Stored dataset items:
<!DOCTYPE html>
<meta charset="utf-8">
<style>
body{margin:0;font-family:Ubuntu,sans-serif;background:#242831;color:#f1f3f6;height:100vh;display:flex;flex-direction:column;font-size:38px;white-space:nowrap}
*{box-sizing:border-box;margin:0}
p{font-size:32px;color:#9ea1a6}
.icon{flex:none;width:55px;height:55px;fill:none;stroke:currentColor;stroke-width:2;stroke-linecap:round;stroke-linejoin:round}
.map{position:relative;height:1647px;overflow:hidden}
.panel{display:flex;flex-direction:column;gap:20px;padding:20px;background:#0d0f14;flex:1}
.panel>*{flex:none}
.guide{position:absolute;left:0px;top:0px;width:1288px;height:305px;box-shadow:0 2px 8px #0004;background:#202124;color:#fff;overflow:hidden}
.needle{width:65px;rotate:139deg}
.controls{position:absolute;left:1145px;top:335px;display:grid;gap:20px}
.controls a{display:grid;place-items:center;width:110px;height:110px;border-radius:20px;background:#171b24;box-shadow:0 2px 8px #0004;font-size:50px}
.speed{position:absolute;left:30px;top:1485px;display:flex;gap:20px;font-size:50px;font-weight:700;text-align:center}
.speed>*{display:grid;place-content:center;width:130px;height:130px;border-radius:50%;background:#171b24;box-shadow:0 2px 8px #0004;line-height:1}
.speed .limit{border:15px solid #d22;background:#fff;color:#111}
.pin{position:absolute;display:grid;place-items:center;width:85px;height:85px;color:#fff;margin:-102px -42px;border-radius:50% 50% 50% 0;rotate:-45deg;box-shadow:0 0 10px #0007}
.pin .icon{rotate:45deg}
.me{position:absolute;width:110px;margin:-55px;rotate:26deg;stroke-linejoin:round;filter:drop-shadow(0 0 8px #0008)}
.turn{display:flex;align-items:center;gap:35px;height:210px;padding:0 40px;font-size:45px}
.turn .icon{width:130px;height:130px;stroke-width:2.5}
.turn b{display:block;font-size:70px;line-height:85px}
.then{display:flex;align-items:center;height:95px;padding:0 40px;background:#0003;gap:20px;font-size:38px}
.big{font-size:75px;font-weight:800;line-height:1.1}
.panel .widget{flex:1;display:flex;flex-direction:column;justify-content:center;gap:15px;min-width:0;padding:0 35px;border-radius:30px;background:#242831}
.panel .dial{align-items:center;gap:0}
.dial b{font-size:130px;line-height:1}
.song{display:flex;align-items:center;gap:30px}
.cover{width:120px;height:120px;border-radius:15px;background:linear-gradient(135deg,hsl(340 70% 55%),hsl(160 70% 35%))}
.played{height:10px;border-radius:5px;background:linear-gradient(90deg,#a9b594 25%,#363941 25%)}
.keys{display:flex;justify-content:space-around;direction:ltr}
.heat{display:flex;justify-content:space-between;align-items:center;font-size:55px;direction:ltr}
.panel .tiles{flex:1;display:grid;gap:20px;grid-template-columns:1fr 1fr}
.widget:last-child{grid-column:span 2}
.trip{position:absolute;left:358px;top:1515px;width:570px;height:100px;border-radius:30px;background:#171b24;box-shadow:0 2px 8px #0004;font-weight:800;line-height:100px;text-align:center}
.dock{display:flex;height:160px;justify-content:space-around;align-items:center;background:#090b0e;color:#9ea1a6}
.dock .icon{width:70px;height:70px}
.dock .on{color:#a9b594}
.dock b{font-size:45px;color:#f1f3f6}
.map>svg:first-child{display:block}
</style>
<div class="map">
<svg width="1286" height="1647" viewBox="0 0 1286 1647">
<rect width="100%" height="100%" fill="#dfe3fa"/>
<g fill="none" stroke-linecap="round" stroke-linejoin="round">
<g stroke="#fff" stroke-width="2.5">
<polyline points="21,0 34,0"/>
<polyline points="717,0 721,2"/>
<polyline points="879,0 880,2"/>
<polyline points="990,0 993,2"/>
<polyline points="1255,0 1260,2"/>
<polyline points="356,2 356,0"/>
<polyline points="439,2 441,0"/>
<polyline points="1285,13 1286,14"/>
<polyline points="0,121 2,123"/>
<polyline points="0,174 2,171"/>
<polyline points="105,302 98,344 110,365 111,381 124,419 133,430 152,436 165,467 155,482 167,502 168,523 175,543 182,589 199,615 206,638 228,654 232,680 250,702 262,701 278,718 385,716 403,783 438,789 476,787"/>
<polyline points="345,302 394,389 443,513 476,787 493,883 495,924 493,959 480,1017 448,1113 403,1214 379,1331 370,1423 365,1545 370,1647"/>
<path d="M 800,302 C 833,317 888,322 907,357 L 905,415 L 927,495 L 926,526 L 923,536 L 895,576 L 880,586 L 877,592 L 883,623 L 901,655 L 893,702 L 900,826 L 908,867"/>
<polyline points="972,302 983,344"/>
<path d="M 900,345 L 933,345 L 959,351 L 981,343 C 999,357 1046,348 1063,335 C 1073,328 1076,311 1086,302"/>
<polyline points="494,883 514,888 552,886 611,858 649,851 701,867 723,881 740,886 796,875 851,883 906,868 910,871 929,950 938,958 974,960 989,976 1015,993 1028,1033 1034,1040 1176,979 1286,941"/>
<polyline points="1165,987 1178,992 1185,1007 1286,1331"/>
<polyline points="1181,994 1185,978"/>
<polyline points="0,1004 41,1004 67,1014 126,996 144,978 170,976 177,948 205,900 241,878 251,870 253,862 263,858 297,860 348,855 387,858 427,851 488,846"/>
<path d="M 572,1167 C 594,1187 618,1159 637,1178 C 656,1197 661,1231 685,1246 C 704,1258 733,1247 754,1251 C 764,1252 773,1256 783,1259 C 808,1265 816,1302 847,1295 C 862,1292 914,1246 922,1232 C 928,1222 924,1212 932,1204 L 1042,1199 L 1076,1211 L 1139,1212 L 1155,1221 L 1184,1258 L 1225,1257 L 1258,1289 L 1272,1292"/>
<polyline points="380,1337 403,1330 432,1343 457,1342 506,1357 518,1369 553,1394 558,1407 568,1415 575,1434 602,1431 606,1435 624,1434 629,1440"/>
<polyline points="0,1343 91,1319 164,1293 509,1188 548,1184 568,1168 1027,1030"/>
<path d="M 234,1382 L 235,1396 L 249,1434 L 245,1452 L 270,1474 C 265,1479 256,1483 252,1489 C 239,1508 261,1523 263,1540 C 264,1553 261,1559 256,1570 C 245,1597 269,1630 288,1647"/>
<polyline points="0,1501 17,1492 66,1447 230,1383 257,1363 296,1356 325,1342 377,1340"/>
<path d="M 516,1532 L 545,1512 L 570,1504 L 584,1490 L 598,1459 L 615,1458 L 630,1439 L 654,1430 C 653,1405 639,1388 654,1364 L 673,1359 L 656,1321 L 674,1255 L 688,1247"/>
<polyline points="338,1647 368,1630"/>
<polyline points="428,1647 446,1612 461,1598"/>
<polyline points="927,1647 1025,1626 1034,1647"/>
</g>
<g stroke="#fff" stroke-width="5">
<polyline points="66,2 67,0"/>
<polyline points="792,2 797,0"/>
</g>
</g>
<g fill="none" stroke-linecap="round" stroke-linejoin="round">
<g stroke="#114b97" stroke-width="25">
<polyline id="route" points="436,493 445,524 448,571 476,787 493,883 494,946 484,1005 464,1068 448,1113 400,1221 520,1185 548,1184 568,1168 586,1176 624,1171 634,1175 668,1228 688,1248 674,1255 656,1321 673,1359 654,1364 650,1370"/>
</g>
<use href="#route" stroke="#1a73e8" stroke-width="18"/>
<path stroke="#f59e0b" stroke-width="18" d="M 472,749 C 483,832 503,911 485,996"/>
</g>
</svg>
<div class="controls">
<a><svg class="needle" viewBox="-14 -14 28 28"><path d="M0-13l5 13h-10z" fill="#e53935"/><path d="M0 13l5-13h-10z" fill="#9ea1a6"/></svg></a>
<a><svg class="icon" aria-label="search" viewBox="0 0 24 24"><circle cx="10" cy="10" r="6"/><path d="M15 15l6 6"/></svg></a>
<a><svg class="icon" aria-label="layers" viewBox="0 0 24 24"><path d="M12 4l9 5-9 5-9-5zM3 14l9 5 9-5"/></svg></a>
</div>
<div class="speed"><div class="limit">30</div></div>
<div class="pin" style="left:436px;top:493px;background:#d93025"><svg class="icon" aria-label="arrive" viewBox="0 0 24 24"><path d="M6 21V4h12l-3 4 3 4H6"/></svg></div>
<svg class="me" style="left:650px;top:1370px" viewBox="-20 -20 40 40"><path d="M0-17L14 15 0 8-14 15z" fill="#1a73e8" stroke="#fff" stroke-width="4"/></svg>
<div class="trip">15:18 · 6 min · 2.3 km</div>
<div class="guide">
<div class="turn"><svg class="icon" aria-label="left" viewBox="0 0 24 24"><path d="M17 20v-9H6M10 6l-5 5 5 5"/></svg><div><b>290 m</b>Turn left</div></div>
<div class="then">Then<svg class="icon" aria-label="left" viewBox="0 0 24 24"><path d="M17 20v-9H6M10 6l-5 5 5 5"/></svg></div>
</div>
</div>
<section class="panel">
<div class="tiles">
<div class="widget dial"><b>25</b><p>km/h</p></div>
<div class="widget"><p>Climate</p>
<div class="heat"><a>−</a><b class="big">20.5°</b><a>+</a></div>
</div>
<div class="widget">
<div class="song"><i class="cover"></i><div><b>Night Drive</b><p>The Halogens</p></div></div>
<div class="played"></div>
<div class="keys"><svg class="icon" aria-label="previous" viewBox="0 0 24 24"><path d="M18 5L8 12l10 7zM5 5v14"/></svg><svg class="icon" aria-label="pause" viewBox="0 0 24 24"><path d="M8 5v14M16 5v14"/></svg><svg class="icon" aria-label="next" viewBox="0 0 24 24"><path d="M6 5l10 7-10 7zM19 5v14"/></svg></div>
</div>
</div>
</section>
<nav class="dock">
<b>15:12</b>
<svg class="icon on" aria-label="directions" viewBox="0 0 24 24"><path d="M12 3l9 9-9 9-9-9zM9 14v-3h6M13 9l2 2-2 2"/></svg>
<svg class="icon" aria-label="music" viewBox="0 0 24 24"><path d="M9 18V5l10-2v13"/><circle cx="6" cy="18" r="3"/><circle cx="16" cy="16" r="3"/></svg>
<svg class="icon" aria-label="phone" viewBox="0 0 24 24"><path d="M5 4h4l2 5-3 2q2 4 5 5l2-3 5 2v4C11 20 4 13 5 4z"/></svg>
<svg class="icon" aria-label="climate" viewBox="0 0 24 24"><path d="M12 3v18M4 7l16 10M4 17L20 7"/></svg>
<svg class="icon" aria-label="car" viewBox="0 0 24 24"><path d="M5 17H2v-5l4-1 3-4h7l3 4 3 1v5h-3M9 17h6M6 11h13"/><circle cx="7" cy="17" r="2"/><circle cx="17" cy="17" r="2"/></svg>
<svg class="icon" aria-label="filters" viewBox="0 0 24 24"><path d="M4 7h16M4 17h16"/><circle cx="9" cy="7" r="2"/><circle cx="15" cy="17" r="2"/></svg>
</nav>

Exercise brief: Work out how many lines of the records contain the word "played". Give that number and nothing more.

Reply: 2